MotoGP: Fabio Di Giannantonio premiado num acidentado GP da Catalunha

Pedro Acosta acabou no chão depois de liderar quase toda a corrida do GP da Catalunha
Pedro Acosta acabou no chão depois de liderar quase toda a corrida do GP da CatalunhaREUTERS/Nacho Doce

Fabio Di Giannantonio (Ducati) aproveitou o caos do GP da Catalunha e as duas bandeiras vermelhas para conquistar uma vitória em MotoGP, a segunda da sua carreira depois da do Catar 2023. O italiano superou Pedro Acosta a três voltas do fim, deixando o murciano tão abalado animicamente que até caiu na última volta. Joan Mir (Honda) e Fermín Aldeguer (Ducati) terminaram em segundo e terceiro lugares.

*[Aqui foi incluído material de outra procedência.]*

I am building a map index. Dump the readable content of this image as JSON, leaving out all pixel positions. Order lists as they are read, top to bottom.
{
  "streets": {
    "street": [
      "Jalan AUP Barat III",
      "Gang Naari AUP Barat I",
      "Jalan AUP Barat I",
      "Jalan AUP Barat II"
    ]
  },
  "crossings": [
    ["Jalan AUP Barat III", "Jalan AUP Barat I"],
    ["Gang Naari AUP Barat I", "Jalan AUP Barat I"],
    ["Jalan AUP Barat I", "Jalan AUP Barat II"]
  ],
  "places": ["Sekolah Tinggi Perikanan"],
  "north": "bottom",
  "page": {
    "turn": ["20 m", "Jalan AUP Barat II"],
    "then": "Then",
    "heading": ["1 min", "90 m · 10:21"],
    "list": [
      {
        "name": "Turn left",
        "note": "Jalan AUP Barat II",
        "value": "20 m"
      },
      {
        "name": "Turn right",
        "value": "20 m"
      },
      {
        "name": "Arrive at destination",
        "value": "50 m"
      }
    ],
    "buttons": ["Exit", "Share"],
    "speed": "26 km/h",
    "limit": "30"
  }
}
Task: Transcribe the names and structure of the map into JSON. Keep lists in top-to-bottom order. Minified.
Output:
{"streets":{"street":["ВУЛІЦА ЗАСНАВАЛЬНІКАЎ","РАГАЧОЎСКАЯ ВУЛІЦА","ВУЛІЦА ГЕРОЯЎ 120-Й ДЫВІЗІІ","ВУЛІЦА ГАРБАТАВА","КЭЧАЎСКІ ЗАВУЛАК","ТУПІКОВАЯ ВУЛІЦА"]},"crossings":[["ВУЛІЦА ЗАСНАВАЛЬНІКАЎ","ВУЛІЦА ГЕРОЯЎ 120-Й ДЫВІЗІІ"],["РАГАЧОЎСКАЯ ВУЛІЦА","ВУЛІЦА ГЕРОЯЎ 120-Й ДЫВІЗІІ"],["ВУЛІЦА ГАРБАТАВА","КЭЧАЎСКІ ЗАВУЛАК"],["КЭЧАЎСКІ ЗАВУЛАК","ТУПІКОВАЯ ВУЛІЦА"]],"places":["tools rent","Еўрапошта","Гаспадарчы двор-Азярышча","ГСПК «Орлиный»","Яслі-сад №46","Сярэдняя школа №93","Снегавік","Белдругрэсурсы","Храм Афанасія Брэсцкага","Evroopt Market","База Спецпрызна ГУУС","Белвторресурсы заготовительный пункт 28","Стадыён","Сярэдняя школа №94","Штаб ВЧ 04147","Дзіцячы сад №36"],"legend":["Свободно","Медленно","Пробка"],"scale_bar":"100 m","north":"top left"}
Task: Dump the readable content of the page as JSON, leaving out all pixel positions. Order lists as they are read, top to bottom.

Da ilusão de um pódio totalmente espanhol a roçar a tragédia no Grande Prémio da Catalunha. Precisamente a meio da corrida, na 12.ª volta, tudo ficou em suspenso. Pedro Acosta era o líder e sonhava com a sua primeira vitória na categoria rainha, mas teve um problema eletrónico e a sua velocidade reduziu-se drasticamente. Não teve tempo de levantar o braço para avisar quando Álex Márquez, que seguia na sua esteira, não conseguiu evitar o embate. A sua queda foi gravíssima, pois tanto a sua mota como ele voaram pela gravilha, junto ao muro.

No mesmo acidente também ficou magoado Raúl Fernández, que foi atingido por várias peças soltas no asfalto, e Bastianini. O espanhol seguia em terceiro depois de ter liderado a prova durante várias voltas. Mas o susto foi enorme, temendo-se pela saúde do mais novo dos Márquez, que teve de ser transportado para o hospital.

Antes disso, Acosta e Fernández tinham partilhado a liderança, com o primeiro a defender a sua pole durante quatro voltas e a recuperar o primeiro lugar na nona. Márquez, por sua vez, mostrou alguma impaciência e chegou a descer até à quinta posição, mas foi recuperando até voltar ao segundo lugar quando aconteceu o violento embate a meio da prova.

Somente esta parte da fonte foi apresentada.